For the sauce, this time I went for Korean. For some freshness, I added a cucumber and radish salad in a sesame dressing. It is such a great combination with the crispy calamari. My hubby and I finished everything in no time.

This recipe makes 10 small sandwiches.

Ingredients:

10 small steamed buns, I get the frozen ones.

500grs of squid, about 8 small ones (cleaned)

For the coating:

2 cups of all-purpose flour

2 cups of panko

1 cup of cornmeal

½ teaspoon of onion powder

½ teaspoon of garlic powder

Salt

4 eggs, beaten

For the Korean sauce:

4 tablespoons of sesame oil

1 ½ tablespoons of minced ginger

3 cloves of garlic, minced

2 tablespoons of Korean chili paste

1 tablespoon of brown sugar

2 tablespoons of honey

1/3 of a cup of soy sauce

1 tablespoon of white vinegar

For the cucumber and radish salad with sesame dressing:

1 cucumber, thinly sliced

10 radishes, thinly sliced

¼ of a cup of sesame oil

1/3 of a cup of white vinegar

3 tablespoons of honey

2 tablespoons of soy sauce

1 tablespoon of ginger syrup (if you can’t find it, just add 1 teaspoon of grated ginger)

Juice of 1 lime

1 teaspoon of black sesame seeds

1 teaspoon of white sesame seeds

Extra:

1 litter of vegetable oil

Coriander for garnish

 

Start by making the sauce. Place the sesame oil in a medium pan over medium heat. Once the oil is hot, add the minced ginger, garlic and Korean chili paste. Cook while stirring for about 1 minute. Then add the brown sugar, honey, soy sauce and white vinegar. Stir until everything is well mixed and the sugar has dissolved. Once the sauce is ready, set it aside in a bowl.

To make the cucumber and radish salad, whisk all of the ingredients for the dressing until evenly combined. Then add the sliced cucumber and radish and mix well. Set it aside.

Then start to prepare the squid. You can ask your fishmonger to clean them for you or you can do it yourself. If you have never cleaned a squid before, start by slicing the tentacles off. Just slice it below the eyes. Reserve the tentacles but discard of the beak.

Then holding the body, pull out the head and the inner parts. Also remove the flaps.
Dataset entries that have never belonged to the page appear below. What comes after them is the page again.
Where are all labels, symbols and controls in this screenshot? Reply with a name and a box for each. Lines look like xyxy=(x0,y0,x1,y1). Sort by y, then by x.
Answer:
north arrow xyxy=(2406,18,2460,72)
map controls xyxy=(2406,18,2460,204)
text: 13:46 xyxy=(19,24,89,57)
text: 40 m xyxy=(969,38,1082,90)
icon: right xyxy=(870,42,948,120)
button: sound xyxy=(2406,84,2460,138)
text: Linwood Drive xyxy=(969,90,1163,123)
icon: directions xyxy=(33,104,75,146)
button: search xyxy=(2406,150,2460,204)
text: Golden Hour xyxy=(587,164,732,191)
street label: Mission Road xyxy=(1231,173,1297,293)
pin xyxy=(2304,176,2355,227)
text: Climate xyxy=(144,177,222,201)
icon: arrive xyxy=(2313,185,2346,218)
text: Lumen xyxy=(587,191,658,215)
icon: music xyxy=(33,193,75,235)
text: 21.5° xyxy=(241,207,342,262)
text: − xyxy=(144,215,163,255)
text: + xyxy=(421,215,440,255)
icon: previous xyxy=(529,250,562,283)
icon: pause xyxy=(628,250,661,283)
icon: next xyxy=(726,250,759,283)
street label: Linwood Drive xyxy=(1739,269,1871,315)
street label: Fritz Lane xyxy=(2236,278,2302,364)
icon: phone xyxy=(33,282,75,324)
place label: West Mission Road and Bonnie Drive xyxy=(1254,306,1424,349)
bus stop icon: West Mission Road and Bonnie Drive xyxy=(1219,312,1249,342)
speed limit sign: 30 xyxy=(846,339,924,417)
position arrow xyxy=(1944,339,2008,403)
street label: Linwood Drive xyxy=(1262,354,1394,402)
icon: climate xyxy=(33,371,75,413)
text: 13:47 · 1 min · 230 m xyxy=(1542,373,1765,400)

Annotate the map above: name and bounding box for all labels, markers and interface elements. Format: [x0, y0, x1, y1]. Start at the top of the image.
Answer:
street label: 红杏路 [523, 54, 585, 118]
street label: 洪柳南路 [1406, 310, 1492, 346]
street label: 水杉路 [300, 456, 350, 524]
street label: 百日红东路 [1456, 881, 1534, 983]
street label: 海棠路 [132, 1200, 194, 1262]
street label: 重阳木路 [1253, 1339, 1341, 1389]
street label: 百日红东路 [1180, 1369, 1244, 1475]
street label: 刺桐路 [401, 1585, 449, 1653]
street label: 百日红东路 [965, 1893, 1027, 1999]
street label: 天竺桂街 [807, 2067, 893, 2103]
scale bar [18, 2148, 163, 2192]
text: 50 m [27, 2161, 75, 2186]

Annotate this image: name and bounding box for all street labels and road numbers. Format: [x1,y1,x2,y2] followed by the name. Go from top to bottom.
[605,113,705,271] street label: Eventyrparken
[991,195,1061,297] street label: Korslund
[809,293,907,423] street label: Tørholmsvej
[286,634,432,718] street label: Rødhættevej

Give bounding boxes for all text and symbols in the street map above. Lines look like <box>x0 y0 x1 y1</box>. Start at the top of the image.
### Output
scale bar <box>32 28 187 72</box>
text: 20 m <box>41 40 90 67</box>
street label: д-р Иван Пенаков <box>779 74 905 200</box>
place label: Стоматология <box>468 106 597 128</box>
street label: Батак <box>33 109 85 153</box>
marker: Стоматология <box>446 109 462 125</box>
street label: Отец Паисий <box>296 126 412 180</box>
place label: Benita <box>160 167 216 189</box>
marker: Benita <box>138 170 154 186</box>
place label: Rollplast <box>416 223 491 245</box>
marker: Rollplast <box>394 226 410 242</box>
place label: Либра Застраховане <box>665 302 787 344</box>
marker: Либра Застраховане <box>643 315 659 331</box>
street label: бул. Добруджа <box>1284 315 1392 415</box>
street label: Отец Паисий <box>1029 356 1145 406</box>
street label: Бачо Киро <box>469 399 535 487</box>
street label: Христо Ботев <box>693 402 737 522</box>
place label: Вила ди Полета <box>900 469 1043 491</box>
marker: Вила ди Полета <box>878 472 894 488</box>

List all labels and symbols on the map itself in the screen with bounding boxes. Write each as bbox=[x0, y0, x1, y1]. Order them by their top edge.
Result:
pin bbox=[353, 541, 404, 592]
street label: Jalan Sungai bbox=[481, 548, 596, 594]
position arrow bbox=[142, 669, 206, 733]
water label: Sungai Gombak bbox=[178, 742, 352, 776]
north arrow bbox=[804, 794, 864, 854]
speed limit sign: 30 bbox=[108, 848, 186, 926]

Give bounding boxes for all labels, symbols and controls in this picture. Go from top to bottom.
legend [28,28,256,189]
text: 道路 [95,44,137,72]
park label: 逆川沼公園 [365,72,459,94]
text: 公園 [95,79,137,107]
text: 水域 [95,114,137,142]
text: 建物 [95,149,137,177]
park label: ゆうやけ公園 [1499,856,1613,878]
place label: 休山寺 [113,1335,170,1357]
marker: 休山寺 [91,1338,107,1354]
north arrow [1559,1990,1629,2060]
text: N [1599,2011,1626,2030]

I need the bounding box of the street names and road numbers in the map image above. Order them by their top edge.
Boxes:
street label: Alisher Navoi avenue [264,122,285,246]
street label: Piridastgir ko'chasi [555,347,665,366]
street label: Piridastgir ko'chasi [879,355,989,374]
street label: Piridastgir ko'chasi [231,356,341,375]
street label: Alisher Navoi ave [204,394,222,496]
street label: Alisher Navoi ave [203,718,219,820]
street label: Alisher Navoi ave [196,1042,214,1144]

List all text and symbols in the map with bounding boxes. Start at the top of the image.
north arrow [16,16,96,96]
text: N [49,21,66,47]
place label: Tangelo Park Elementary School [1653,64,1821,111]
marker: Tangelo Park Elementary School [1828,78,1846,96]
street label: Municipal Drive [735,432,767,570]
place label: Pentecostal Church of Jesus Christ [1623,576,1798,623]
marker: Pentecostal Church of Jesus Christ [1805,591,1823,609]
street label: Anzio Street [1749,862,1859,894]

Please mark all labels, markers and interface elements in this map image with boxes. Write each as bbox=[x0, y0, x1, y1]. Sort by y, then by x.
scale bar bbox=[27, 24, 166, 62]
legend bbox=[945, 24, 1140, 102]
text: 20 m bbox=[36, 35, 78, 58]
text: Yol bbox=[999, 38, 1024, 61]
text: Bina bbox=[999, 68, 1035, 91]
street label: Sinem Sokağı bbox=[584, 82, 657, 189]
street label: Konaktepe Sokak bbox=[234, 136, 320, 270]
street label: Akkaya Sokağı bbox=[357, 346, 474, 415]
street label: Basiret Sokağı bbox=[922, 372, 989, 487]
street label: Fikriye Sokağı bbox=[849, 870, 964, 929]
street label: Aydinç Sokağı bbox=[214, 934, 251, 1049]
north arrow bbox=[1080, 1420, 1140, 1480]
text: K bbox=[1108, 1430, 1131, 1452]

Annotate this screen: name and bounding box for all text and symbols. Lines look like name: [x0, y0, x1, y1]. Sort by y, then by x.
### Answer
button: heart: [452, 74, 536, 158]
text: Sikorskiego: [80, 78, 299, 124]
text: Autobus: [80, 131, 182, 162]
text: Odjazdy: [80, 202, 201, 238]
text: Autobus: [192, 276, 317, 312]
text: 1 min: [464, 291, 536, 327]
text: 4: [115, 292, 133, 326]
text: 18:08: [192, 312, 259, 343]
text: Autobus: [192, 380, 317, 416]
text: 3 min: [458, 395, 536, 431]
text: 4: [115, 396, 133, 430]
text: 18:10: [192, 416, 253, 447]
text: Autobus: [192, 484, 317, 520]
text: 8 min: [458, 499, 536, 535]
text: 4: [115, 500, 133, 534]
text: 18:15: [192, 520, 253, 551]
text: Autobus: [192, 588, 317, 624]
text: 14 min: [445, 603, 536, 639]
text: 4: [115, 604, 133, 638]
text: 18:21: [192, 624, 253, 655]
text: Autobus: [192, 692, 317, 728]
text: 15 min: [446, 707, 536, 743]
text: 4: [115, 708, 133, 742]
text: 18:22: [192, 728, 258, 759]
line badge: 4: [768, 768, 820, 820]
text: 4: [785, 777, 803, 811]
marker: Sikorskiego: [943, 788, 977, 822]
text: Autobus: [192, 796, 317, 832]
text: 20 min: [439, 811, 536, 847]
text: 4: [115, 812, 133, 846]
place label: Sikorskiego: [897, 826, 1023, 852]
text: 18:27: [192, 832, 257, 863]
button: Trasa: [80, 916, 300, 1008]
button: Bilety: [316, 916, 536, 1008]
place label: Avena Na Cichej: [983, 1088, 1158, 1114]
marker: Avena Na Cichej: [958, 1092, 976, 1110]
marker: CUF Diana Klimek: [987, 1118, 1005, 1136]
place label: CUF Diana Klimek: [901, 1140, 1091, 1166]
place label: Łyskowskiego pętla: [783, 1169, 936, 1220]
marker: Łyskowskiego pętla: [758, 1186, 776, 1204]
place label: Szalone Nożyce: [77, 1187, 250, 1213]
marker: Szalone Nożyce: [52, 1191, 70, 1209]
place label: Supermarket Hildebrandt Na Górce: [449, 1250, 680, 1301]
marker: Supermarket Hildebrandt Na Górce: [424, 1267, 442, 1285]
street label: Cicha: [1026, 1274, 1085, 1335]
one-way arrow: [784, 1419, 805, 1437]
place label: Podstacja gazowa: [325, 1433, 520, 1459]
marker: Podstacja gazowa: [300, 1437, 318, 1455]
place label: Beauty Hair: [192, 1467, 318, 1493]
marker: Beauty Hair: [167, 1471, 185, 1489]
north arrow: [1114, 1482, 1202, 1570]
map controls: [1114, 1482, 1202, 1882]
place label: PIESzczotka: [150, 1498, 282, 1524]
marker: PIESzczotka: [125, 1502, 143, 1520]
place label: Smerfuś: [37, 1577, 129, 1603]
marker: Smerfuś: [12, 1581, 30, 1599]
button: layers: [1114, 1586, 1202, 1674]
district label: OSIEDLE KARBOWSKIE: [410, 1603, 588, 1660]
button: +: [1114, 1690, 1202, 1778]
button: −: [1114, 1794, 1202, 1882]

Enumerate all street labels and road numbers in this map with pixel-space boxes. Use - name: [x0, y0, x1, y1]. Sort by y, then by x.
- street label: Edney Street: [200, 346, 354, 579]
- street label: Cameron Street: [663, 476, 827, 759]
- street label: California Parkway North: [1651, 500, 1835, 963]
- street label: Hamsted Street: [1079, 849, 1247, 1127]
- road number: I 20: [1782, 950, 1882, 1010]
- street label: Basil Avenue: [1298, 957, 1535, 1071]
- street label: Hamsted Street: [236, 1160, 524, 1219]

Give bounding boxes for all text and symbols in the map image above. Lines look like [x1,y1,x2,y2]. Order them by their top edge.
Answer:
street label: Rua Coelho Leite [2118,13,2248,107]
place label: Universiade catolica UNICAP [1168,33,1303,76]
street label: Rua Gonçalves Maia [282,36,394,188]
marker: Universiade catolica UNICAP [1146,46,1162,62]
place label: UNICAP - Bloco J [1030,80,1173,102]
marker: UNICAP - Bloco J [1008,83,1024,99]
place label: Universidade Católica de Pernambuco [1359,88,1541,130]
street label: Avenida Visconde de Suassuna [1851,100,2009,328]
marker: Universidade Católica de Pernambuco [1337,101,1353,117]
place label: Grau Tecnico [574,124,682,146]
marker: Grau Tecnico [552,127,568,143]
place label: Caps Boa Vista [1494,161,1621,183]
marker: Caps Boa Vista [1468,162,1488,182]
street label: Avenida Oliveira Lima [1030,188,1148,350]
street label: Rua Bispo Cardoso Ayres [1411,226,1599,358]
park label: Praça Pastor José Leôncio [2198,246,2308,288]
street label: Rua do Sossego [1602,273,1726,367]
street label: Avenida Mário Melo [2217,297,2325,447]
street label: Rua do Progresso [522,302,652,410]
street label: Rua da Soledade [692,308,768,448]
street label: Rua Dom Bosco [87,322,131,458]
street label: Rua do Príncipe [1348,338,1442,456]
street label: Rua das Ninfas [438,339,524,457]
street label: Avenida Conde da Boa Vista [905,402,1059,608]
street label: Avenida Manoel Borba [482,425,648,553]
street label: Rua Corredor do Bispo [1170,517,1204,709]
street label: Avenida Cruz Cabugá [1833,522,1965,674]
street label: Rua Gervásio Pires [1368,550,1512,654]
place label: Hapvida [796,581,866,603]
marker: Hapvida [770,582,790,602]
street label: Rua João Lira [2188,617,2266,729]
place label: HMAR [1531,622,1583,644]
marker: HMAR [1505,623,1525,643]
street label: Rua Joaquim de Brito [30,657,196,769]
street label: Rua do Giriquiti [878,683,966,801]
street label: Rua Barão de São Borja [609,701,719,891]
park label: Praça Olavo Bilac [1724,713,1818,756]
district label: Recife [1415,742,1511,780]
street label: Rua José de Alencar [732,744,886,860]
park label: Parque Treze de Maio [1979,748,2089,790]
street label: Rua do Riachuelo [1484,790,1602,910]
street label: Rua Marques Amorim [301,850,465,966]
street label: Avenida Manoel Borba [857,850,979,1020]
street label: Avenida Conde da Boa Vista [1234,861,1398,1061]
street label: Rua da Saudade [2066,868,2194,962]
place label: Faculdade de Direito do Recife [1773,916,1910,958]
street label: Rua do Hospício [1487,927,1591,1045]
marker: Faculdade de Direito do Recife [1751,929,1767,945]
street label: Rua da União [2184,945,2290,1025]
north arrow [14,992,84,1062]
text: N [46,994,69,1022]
What I like to do is pull the squid inside out so I can rinse it properly under cold water, don’t forget to also rinse the tentacles. Then pull it back to normal and peel the thin skin so that you are left with only white meat. Pat the squid dry with some paper towels and then slice it into small rings. Repeat for all.

Once all your squid are cleaned, start making the coating. In a medium bowl, mix the panko, cornmeal, onion powder, garlic powder and a pinch of salt. Have another bowl ready with the beaten eggs and another one with the flour.

Dip each squid ring and tentacle in the flour, then the eggs and finally in the panko/cornmeal mixture. Repeat for all. Once all the calamari is well coated, place it on a tray in a single layer and keep it in the fridge until ready to fry.

In the meanwhile, start prepping your steamed buns. I got them frozen and they went into my steamer for 5 minutes without thawing. The time will depend on the instructions in the package.

Then place the vegetable oil in a medium saucepan over medium heat. Once the oil is hot, fry he calamari in batches until they are golden. This will only take a few minutes per batch. Just make sure the oil is not too hot that it burns them quickly.

Serve each bun with some of the cucumber and radish salad, calamari and drizzle some of the Korean sauce. Serve straight away. Enjoy!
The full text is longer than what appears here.